Try it: Output exactly the lines from the first line of the records below through the line containing "0 #cfcec9) drop-shadow(-1px", both included, leaving out any pictures.
___ Data for analysis
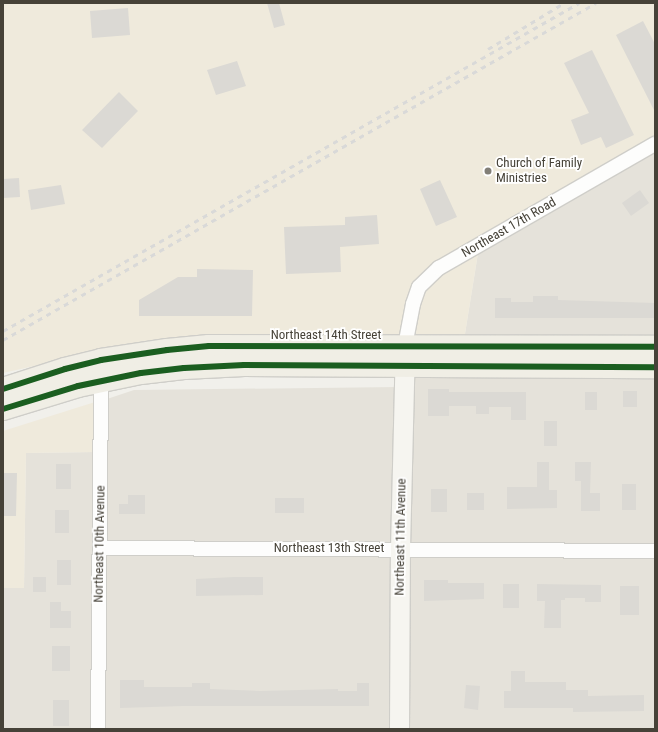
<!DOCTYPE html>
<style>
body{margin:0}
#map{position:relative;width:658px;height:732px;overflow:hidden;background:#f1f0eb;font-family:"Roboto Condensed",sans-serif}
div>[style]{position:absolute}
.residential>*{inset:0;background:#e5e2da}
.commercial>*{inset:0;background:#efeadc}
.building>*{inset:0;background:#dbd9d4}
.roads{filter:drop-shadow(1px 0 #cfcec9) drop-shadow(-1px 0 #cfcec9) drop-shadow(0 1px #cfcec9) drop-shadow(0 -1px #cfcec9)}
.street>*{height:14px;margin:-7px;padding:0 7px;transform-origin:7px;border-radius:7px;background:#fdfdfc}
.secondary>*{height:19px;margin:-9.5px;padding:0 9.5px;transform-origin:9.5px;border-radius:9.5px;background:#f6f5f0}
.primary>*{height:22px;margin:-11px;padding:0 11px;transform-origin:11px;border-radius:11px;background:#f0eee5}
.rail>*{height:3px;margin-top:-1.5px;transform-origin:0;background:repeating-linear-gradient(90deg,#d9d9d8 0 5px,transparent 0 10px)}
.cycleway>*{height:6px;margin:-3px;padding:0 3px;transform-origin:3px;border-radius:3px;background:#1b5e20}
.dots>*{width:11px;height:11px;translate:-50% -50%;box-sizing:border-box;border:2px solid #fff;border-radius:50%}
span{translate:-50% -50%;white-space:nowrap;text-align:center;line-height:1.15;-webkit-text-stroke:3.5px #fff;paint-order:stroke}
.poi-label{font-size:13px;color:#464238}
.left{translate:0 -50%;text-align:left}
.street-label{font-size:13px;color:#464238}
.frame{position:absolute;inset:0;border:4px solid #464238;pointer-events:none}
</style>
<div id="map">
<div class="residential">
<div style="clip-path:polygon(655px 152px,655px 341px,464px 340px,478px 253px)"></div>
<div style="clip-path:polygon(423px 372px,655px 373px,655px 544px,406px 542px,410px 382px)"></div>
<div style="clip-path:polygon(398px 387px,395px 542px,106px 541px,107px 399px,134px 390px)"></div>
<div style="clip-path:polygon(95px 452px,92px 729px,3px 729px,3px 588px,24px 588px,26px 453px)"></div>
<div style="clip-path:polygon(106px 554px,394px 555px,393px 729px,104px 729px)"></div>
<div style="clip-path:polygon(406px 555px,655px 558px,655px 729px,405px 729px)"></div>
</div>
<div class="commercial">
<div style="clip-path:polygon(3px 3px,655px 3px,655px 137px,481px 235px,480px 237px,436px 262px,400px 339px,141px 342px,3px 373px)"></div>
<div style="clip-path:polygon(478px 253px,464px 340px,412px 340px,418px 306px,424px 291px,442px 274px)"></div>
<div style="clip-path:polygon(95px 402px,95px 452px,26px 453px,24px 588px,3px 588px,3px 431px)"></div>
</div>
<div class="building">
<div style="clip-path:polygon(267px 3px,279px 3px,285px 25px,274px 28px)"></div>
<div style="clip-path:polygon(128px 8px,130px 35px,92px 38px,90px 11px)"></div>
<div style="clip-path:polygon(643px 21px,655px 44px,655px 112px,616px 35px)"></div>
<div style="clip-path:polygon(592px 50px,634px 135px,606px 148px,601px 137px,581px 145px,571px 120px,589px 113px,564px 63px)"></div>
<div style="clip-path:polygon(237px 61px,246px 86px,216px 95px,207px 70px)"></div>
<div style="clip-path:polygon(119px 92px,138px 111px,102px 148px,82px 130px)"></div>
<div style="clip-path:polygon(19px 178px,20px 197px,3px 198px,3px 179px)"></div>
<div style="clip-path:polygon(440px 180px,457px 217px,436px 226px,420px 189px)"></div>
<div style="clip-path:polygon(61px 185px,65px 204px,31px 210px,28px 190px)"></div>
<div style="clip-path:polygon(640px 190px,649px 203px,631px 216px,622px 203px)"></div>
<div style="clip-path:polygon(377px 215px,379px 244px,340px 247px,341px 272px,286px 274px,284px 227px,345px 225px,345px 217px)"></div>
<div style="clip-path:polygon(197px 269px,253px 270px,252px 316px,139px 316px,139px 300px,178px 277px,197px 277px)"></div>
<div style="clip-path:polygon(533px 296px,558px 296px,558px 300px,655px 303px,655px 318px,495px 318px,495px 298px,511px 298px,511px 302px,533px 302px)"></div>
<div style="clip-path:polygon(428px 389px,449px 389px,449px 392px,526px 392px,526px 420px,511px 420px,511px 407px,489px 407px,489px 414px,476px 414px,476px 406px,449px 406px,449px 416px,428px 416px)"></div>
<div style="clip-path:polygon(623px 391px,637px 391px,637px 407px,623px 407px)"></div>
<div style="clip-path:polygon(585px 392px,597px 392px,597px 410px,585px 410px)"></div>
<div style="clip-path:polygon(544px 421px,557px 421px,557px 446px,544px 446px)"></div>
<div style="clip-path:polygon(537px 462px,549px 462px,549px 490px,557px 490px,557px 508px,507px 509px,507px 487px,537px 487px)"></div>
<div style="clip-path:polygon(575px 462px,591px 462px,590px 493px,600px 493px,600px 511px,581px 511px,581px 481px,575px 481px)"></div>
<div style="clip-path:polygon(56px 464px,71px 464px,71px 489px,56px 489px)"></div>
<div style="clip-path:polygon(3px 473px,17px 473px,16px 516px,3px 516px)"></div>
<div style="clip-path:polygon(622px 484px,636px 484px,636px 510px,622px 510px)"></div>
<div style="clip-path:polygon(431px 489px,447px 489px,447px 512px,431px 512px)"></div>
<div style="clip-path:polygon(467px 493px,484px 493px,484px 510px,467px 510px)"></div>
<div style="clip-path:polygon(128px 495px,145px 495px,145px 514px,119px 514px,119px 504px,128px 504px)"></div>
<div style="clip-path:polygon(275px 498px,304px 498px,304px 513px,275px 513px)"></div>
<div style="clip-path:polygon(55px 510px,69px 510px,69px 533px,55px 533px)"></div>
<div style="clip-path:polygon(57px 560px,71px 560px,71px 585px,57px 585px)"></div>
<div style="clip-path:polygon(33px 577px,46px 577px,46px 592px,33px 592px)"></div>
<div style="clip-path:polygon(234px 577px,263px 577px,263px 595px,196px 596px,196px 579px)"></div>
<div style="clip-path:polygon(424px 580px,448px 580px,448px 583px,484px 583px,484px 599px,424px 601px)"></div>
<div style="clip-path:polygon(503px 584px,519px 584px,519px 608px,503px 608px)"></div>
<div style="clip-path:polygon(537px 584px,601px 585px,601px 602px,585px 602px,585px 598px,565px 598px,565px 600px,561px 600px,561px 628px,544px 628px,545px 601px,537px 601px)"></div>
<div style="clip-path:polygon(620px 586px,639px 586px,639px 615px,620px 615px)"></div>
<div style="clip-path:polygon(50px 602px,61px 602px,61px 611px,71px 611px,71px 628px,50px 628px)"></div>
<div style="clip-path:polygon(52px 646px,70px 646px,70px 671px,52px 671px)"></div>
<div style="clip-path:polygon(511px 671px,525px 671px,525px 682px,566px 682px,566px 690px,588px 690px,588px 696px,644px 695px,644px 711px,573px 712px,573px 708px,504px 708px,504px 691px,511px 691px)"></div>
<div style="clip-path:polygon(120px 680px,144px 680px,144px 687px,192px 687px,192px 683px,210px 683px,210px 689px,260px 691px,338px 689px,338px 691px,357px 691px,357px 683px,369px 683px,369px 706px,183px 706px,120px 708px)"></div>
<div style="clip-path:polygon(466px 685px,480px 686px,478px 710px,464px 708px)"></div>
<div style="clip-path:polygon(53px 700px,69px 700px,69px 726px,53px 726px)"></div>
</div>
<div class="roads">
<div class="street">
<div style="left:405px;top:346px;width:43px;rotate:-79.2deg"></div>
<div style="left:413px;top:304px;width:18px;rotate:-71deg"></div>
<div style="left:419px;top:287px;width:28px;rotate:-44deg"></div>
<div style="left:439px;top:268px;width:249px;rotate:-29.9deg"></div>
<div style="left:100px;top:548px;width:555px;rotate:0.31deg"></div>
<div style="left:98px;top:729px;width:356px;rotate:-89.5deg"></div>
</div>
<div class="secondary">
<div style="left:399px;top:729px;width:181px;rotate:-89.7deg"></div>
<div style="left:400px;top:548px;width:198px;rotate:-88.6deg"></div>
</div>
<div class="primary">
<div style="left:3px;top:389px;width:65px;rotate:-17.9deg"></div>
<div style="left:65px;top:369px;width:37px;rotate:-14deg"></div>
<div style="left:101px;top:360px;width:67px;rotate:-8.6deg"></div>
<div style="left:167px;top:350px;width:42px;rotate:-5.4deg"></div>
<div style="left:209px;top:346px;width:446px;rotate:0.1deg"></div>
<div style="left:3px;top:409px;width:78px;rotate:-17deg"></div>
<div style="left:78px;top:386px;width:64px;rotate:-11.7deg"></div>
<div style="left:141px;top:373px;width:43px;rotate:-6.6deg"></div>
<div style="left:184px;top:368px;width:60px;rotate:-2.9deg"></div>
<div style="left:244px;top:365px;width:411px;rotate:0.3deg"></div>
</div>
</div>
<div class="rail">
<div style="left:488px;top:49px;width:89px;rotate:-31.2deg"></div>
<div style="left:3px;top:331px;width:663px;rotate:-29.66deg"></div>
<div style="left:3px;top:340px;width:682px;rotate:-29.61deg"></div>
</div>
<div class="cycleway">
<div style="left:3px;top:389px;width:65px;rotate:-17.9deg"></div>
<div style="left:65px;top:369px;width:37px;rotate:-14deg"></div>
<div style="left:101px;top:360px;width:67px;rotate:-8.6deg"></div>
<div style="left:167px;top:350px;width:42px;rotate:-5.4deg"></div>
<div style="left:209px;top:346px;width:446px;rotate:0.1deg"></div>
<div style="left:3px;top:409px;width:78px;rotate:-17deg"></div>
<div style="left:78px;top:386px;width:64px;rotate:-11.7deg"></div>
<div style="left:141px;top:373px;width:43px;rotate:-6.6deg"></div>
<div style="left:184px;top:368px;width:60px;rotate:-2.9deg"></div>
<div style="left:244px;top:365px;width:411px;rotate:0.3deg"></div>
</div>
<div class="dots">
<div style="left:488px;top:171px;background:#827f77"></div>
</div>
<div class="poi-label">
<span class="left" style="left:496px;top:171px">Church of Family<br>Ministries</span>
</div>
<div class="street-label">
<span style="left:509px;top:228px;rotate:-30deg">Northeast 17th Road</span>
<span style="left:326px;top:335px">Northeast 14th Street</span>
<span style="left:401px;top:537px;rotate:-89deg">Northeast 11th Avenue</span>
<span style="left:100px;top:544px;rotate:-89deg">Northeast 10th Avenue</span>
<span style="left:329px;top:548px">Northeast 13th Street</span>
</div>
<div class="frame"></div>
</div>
______
Answer for the task:
<!DOCTYPE html>
<style>
body{margin:0}
#map{position:relative;width:658px;height:732px;overflow:hidden;background:#f1f0eb;font-family:"Roboto Condensed",sans-serif}
div>[style]{position:absolute}
.residential>*{inset:0;background:#e5e2da}
.commercial>*{inset:0;background:#efeadc}
.building>*{inset:0;background:#dbd9d4}
.roads{filter:drop-shadow(1px 0 #cfcec9) drop-shadow(-1px 0 #cfcec9) drop-shadow(0 1px #cfcec9) drop-shadow(0 -1px #cfcec9)}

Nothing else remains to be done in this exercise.